神代回顧録
雛 06「あーあ、酷い荒らしだった」
足元のぬかるみに向かって暁はこぼした。
いつの間に落ちたものか、ムラの入口の積み石が焼け焦げていた。
小屋の修復も終り、塩を求めに行った4人も帰ってきて、ムラはいつもどおりに動き始めている。

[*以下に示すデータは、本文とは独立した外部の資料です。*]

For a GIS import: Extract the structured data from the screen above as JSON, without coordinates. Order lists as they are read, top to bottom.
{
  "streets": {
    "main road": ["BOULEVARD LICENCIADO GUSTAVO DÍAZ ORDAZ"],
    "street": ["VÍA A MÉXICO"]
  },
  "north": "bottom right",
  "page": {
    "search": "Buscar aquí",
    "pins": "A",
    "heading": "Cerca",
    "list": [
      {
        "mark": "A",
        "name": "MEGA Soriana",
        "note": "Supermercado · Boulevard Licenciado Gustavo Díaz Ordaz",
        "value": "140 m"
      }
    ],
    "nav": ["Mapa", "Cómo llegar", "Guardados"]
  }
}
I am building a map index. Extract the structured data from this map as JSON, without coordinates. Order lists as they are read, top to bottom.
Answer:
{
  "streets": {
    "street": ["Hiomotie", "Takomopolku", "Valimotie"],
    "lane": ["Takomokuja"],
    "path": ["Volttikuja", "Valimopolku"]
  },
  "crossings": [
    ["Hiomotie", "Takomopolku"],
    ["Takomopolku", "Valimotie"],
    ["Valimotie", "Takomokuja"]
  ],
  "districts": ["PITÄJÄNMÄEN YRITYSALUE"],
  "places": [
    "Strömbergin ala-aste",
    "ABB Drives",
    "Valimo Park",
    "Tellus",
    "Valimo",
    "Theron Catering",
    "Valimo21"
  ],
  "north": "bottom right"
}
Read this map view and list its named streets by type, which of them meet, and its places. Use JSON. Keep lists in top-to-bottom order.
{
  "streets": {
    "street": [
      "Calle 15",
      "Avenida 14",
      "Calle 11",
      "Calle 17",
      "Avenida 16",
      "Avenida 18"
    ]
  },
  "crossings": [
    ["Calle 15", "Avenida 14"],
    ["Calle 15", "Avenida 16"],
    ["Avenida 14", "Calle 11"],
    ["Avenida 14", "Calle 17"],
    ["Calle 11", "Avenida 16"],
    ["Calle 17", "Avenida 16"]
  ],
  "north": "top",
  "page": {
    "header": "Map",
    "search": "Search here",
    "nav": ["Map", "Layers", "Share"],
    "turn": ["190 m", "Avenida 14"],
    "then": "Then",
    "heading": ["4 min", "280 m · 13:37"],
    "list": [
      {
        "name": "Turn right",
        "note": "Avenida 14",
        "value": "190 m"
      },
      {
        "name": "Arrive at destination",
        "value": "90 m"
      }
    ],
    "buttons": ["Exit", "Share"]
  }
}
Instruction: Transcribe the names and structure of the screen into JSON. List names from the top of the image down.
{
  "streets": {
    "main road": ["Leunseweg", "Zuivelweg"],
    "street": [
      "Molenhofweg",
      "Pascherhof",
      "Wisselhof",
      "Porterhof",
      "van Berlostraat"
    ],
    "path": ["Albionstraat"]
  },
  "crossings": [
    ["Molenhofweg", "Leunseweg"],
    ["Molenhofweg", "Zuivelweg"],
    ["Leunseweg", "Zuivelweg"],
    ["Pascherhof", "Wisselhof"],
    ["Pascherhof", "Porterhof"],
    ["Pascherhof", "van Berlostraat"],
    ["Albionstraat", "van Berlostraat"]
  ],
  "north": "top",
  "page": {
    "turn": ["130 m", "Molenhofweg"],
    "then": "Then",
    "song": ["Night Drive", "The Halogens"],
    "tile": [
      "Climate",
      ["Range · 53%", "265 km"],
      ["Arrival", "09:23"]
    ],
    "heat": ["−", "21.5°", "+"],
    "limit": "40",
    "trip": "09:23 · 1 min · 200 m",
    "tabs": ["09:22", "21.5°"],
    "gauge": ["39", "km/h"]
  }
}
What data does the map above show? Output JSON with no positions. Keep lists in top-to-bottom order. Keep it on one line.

暁は林の茂みをかき分けているが、まだここはぐっしょり濡れてしまうほどに湿っている。
開けたあそこも、多少ましなだけで同じか。
大きな楠の手前で一つため息をつき、暁は裾を絞った。ぐじゅ、と不快な音と共に雫が落ちる。
あそこに着いたら日だまりでこれを干した方がいいか。
下草の少ない幹回りをそっと経由し、暁はいつもの場所に出た。
下草から水蒸気が立ち上っている。
「はあ…………」
冷え切った岩に腰を下ろす。水蒸気が晴れるまで待つしかなさそうだ。
水蒸気が立ち上る天気だ。日差しの下はぽかぽかと暖かい。
しばらく目を細めて空を眺める。今日もまたきれいな冬晴れだ。
水蒸気が立ち上らなくなると、服は生乾き程度までましになった。
もう昼か、そう思い立ちあがる。
することがないのでまだ戻りはしない。
ふらりと崖に寄った。
下は昨日の荒らしでさらに景色が寂しくなった気がする。
下から風が吹いた。思わず目を閉じる。
轟、と地鳴りがする。
「なんだ――――」
背中から、風。
地面から突き上げるような、衝撃。
視界に映った裸の林と、崖っぷち。